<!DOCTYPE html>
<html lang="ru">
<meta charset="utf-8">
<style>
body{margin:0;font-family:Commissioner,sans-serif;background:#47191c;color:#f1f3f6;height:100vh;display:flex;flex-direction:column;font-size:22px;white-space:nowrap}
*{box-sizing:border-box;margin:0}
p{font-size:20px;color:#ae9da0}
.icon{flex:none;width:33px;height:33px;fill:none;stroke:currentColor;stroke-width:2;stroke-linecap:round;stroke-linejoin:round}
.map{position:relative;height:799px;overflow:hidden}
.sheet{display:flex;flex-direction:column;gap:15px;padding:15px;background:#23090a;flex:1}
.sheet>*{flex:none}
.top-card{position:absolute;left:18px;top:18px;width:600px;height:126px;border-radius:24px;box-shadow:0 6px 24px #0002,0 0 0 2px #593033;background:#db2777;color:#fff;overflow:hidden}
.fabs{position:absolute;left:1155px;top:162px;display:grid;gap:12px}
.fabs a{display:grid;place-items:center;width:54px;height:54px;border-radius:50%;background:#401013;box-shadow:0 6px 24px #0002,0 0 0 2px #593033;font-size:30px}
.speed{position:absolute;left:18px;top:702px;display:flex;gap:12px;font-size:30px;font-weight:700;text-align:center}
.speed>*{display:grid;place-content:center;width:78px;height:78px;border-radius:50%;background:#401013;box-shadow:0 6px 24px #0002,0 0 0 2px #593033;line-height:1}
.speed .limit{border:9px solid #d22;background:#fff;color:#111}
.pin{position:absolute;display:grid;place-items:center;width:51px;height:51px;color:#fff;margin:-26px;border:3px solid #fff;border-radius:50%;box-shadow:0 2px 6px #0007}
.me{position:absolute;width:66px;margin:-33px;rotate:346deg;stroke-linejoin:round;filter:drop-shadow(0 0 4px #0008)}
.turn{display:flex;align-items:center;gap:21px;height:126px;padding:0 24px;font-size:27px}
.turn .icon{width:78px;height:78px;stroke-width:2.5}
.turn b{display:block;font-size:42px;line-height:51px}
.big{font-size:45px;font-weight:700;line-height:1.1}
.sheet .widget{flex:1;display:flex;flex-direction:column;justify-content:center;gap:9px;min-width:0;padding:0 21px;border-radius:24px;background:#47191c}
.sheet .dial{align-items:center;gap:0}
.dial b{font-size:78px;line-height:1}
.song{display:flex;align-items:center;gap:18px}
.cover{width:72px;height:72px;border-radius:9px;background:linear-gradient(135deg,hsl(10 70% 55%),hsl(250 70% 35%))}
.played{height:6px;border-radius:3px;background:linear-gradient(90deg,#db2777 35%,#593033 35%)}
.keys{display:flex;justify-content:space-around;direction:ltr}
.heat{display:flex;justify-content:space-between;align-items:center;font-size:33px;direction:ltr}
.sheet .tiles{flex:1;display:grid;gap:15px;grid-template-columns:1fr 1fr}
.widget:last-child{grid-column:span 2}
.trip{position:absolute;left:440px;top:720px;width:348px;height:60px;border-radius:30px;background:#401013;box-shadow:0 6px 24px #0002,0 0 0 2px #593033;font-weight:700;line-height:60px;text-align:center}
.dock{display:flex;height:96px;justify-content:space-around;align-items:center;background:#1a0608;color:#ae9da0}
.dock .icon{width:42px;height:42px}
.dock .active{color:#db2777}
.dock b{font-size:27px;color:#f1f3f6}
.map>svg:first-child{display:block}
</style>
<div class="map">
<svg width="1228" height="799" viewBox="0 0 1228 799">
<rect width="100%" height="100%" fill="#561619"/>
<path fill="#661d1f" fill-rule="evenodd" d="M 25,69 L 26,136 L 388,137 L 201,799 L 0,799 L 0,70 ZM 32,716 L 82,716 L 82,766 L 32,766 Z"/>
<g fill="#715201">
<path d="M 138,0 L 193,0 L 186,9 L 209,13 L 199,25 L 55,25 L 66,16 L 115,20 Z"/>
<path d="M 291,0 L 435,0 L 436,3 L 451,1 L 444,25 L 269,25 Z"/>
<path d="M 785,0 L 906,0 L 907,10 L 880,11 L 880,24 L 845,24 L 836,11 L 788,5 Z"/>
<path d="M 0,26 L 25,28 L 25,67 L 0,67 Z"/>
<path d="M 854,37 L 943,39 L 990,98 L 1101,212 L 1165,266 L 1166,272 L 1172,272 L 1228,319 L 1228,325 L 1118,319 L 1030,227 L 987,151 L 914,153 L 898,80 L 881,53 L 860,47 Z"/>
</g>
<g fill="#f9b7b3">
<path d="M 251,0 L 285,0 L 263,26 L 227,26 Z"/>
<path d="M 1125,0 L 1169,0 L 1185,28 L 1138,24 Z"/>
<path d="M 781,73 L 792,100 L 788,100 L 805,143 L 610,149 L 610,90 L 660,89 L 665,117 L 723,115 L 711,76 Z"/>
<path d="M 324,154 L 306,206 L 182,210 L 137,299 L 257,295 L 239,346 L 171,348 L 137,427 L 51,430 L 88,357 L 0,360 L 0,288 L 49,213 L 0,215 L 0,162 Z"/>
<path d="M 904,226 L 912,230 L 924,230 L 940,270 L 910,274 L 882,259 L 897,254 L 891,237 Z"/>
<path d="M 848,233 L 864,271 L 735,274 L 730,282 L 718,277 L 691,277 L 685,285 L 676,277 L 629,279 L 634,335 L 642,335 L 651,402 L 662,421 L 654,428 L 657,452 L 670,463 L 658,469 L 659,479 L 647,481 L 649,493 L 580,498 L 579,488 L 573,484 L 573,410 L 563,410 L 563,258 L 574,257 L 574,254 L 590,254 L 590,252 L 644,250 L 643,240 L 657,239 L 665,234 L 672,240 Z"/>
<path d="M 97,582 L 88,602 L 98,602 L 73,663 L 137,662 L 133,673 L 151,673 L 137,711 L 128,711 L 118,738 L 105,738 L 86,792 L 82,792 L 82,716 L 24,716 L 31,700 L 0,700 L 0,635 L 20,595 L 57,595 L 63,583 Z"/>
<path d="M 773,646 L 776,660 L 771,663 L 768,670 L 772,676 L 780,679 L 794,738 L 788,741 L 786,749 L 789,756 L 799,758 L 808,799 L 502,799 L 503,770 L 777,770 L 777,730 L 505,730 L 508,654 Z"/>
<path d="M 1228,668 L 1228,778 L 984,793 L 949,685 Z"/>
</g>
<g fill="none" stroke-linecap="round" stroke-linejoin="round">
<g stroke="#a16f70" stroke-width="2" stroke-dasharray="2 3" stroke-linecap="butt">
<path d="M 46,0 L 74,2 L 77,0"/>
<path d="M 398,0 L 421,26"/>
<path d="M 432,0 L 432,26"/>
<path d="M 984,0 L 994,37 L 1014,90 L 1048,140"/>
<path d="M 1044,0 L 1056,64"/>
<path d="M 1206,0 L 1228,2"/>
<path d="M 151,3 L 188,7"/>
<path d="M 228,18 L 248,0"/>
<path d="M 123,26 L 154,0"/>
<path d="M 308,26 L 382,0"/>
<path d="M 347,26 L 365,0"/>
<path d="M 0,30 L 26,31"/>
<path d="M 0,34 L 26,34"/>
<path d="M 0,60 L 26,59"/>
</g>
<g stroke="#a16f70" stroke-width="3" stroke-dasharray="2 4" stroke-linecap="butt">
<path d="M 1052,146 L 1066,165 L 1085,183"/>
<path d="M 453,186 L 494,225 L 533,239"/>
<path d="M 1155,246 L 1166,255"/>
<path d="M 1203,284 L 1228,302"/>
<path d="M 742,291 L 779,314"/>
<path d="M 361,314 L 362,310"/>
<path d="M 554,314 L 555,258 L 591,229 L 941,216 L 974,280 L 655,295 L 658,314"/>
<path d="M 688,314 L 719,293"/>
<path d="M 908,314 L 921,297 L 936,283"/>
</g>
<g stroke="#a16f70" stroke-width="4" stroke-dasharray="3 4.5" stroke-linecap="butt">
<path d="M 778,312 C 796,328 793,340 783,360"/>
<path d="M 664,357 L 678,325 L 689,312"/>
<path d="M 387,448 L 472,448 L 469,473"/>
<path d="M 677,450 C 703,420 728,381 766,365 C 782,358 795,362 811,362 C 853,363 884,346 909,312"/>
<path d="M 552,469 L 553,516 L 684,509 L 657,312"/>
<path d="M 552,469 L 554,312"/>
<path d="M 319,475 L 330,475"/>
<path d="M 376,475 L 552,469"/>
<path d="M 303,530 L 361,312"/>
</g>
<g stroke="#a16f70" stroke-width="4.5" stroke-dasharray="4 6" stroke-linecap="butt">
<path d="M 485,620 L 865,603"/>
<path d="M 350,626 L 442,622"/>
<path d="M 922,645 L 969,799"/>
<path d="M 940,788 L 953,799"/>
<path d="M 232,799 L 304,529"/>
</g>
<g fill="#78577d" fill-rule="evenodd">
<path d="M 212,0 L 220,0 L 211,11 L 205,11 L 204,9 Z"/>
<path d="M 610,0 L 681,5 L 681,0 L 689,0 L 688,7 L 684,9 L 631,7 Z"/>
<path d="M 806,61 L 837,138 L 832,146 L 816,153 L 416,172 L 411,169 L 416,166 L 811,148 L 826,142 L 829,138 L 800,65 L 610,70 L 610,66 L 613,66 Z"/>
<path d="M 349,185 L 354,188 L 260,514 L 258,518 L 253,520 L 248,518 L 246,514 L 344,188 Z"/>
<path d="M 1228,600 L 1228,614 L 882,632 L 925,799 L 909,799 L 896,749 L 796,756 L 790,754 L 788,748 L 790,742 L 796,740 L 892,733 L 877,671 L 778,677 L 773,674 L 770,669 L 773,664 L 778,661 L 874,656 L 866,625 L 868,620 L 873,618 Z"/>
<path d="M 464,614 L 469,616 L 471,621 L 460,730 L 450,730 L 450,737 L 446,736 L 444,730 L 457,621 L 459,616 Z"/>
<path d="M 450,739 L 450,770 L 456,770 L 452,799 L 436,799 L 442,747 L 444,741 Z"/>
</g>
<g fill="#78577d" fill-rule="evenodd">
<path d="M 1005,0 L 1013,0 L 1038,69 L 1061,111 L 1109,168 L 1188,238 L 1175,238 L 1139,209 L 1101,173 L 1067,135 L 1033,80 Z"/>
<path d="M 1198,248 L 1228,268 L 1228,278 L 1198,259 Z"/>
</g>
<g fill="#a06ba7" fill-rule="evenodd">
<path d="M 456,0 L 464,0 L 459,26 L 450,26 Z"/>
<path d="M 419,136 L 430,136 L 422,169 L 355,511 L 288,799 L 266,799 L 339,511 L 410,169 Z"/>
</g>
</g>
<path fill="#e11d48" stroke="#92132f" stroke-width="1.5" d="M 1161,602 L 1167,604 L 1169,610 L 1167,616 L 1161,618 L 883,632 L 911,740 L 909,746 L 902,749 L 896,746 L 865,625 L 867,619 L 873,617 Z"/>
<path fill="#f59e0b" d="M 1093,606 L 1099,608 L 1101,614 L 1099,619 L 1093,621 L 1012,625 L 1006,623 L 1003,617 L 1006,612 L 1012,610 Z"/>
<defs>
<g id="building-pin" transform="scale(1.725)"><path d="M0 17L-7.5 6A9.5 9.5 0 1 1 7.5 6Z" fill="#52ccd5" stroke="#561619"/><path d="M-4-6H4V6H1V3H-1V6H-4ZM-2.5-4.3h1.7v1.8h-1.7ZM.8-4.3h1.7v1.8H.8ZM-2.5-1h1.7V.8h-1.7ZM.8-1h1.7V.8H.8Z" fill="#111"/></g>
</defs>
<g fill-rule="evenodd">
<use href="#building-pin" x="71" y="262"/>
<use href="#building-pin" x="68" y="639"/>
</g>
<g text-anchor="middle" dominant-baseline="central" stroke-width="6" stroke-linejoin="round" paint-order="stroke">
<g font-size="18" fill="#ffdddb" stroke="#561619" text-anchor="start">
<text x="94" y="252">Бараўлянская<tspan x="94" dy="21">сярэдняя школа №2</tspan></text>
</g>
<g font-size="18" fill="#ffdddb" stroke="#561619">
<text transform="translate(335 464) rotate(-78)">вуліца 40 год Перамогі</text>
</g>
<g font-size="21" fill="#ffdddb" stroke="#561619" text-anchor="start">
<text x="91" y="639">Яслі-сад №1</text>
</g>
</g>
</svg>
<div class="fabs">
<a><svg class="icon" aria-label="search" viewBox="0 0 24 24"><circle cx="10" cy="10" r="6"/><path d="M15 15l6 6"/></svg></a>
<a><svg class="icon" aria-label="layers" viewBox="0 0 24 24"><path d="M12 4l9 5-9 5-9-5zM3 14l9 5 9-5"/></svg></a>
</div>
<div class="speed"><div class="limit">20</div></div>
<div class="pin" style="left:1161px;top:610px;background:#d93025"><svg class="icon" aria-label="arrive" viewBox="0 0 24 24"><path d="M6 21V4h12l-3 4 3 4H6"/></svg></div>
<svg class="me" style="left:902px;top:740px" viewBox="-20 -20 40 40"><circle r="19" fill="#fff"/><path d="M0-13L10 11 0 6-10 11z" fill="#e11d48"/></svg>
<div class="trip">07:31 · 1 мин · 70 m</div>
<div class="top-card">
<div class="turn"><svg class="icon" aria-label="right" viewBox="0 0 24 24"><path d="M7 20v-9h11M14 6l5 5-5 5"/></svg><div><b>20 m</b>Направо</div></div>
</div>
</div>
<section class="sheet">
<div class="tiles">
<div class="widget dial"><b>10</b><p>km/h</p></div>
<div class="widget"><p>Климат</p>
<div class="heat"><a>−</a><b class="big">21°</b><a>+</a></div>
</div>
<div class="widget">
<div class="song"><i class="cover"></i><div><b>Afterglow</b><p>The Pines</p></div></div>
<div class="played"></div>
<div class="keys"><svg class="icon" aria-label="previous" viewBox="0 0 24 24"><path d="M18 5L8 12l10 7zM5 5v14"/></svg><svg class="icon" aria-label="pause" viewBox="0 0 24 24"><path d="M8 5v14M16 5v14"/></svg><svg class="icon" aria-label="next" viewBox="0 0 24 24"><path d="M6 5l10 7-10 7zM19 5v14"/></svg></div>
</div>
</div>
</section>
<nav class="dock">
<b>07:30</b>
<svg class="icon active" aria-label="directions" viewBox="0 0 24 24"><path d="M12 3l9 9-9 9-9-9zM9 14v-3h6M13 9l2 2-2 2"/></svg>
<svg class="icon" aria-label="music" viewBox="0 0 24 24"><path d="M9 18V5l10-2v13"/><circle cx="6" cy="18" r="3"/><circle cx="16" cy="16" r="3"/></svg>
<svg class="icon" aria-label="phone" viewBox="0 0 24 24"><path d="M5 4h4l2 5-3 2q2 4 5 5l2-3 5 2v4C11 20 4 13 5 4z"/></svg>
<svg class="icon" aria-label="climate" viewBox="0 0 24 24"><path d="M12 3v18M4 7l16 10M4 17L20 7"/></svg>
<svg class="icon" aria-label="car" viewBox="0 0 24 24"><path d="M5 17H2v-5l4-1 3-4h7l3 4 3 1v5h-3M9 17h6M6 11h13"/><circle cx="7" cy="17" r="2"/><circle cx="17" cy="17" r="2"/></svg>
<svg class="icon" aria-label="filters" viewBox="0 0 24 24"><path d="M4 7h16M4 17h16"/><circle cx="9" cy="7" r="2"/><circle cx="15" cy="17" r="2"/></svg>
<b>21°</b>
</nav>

::::::::

INSTRUCTIONS FOR THE TASK —
Your response should be the lines of the entries above that include the string "limit".

ANSWER BOX —
.speed .limit{border:9px solid #d22;background:#fff;color:#111}
<div class="speed"><div class="limit">20</div></div>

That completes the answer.